If the user finds quality of the synthetic speech created and presented in this manner acceptable (step S405), the prohibition unit 146 adds the newly added speech segment L of the replaced speech segment D and speech segment L to the change segment history storage unit 145 (step S409), which looks as illustrated in FIG. 16.

Thus, according to the present embodiment, speech segments replaced when the user recognizes quality improvement are all recorded and thus, a defective speech segment that caused quality degradation is always contained in the history thereof. Therefore, even if the user cannot identify the defective speech segment that caused degradation in previous improvement work of synthetic speech, quality degradation caused by the same speech segment as before can be avoided without the need for the user to identify the cause (speech segment) thereof again with a precision of the synthesis unit.

(Second Embodiment)

The second embodiment will be described. The description here centers on processing that is different from that in the first embodiment and similar processing is omitted when appropriate.
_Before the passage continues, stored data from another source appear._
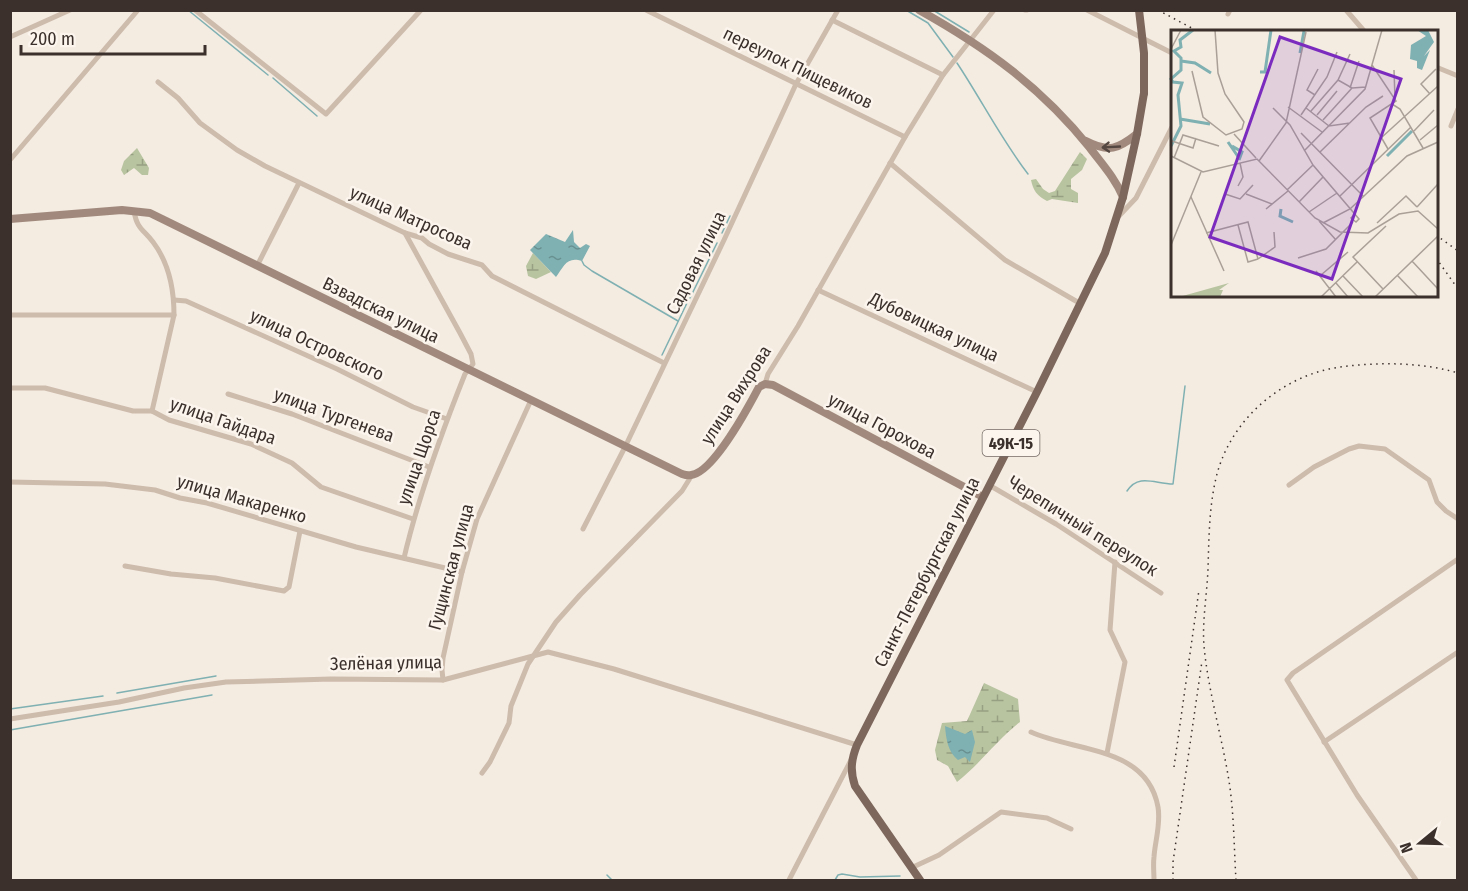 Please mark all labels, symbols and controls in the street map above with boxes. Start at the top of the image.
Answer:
scale bar [21,18,206,56]
street label: переулок Пищевиков [720,22,876,114]
text: 200 m [30,28,75,50]
inset map [1171,30,1438,297]
one-way arrow [1102,141,1121,152]
street label: улица Матросова [346,181,476,255]
street label: Садовая улица [662,208,731,318]
street label: Взвадская улица [319,272,443,348]
street label: Дубовицкая улица [865,287,1002,367]
street label: улица Островского [247,304,387,386]
street label: улица Вихрова [696,341,776,449]
street label: улица Тургенева [271,383,397,447]
street label: улица Горохова [824,388,940,464]
street label: улица Гайдара [167,393,279,449]
street label: улица Щорса [392,406,446,508]
road number: 49К-15 [982,430,1040,456]
street label: улица Макаренко [175,470,309,528]
street label: Черепичный переулок [1004,471,1162,581]
street label: Санкт-Петербургская улица [869,473,985,671]
street label: Гущинская улица [424,501,478,633]
street label: Зелёная улица [330,651,442,675]
north arrow [1390,813,1450,873]
text: N [1396,840,1417,855] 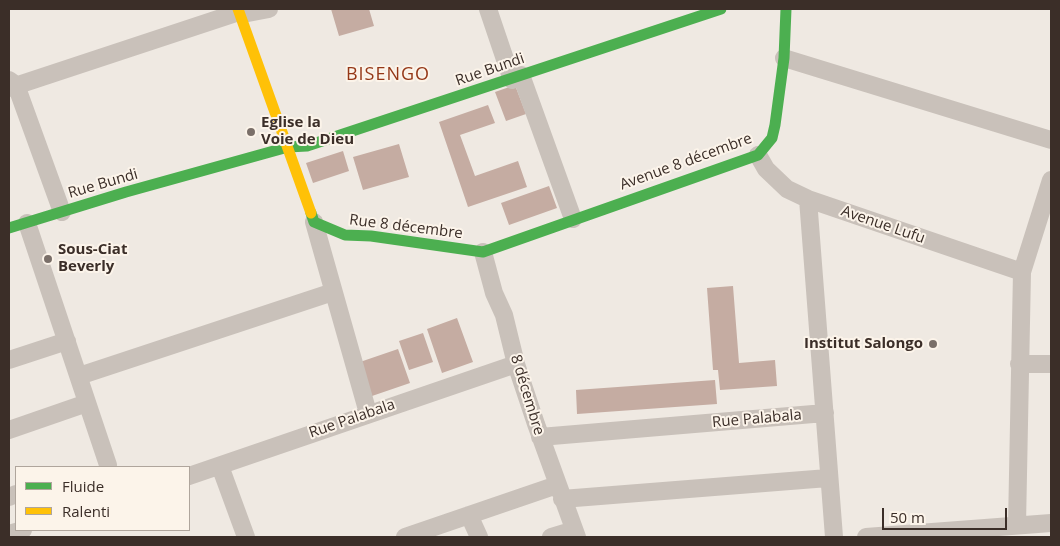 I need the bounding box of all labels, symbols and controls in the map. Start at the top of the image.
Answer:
street label: Rue Bundi [453,50,527,90]
district label: BISENGO [345,64,431,86]
place label: Eglise la Voie de Dieu [261,114,354,149]
marker: Eglise la Voie de Dieu [245,126,257,138]
street label: Avenue 8 décembre [617,130,755,194]
street label: Rue Bundi [66,165,140,203]
street label: Avenue Lufu [839,202,927,248]
street label: Rue 8 décembre [348,211,464,243]
place label: Sous-Ciat Beverly [58,241,127,276]
marker: Sous-Ciat Beverly [42,253,54,265]
place label: Institut Salongo [804,335,923,353]
marker: Institut Salongo [927,338,939,350]
street label: 8 décembre [506,353,548,437]
street label: Rue Palabala [307,396,397,442]
street label: Rue Palabala [711,406,803,432]
legend [15,466,190,531]
text: Fluide [62,476,104,496]
scale bar [885,498,1010,530]
text: Ralenti [62,501,110,521]
text: 50 m [890,507,925,527]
In the present embodiment, the change segment history storage unit 145 has, in addition to the identifier specific to a speech segment shown in the first embodiment, the count (change count) of replacement before and after the user recognizes quality improvement recorded therein by being associated with each speech segment. Because accompanying information such as the change count is recorded and updated, processing content in step S409 (FIG. 4) by the prohibition unit 146 is also different from that in the first embodiment. That is, if, in step S405 of FIG. 4, the user finds that quality of synthetic speech is acceptable (pass), the prohibition unit 146 compares the last speech segment sequence for the same sentence selected in step S401 and the speech segment sequence of this time. Then, with respect to the replaced speech segments, in addition to recording the identifier capable of uniquely identifying each replaced speech segment in the change segment history storage unit 145, the prohibition unit 146 sets the change count to 1 and records the change count if recorded for the first time and updates the change count if any speech segment is recorded in the change segment history storage unit 145.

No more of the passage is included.